Ein Live Mitschnitt aus dem Deutschen Nationaltheater Weimar vom 13.11.2019
Die Ansprache des neuen Präsidenten
Das Finale erinnert in seiner dramaturgischen Anlage an Mozarts Zauberflöte: ein letzter verzweifelter Vorstoß der Bösewichter, die Vernichtung des Bösen, glanzvoller, hymnischer Schlussgesang der Befreiten „Der Rest ist Freude. Freude der Rest“. Dem Finale ist in der ursprünglichen Fassung noch ein Epilog angefügt. In einem großen Diminuendo entfernen sich die Menschen von der Bühne, bis ein Kind übrig bleibt, das noch einmal die Schlussworte wiederholt, die „Freude“ aber gleichsam in Frage stellt. Nach der Uraufführung entzündete sich Kritik an diesem Schluss.
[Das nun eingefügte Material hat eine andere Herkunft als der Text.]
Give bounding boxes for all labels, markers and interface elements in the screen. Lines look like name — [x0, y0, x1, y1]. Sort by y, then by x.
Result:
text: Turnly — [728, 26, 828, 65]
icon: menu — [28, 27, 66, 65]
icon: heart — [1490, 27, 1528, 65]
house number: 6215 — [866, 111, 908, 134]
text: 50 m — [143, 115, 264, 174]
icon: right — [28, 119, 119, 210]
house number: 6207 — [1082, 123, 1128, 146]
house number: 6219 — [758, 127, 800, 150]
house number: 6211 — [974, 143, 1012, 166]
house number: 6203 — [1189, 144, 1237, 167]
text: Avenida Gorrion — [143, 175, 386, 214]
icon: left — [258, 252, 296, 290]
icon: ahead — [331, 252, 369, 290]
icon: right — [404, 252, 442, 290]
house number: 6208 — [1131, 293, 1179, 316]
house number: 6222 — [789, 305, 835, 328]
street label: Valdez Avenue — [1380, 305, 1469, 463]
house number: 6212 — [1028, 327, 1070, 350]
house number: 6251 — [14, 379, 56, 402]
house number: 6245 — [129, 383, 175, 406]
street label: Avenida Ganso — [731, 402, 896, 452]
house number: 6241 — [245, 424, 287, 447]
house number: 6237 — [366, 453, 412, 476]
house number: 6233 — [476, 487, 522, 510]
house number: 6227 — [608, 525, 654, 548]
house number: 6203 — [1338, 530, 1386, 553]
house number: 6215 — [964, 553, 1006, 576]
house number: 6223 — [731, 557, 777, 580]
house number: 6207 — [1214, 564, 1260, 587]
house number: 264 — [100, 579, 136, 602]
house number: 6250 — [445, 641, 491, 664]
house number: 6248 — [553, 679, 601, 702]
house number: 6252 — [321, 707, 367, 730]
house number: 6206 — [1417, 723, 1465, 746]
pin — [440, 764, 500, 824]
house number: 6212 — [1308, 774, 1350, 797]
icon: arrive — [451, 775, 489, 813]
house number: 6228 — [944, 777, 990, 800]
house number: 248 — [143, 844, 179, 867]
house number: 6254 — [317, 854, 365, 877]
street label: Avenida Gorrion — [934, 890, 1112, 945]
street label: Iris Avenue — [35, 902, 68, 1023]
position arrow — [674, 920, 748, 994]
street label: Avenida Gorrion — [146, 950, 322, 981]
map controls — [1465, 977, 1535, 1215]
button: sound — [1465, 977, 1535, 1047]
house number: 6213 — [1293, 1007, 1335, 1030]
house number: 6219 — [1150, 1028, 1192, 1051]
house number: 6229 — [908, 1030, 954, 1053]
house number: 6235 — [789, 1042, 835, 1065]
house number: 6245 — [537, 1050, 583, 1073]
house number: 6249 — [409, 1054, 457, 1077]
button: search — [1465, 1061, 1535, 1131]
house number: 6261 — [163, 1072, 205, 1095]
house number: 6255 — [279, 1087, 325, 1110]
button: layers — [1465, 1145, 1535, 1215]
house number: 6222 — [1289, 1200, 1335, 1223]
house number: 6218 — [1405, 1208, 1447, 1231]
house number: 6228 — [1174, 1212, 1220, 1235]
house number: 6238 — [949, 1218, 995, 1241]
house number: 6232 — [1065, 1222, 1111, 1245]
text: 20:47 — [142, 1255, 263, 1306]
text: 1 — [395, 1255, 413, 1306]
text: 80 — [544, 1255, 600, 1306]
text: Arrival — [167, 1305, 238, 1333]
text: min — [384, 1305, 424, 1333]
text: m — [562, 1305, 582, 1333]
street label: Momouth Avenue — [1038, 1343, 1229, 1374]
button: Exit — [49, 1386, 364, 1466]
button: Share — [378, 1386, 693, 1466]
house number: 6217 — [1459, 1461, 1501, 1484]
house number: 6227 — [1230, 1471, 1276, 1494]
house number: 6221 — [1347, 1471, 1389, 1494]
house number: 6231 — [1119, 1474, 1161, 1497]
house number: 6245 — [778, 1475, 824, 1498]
Dessau selbst scheint mit dieser dramaturgischen Lösung auch nicht zufrieden gewesen zu sein, denn für nachfolgende Produktionen schrieb er wenige Wochen nach den Berliner Aufführungen die letzten Takte neu, so dass Lanzelot mit einem großen Chor- und Ensemblegesang optimistisch endet.
»Der Drache« und »Lanzelot« gelten als zeitlose Parabel auf jede Art von Tyrannei. Die Herrschaft von Diktatoren, die Sogkraft des Geldes oder die Kunst zu manipulieren – der Wirkstoff Macht ist immer allgegenwärtig und oft kaum zu erkennen.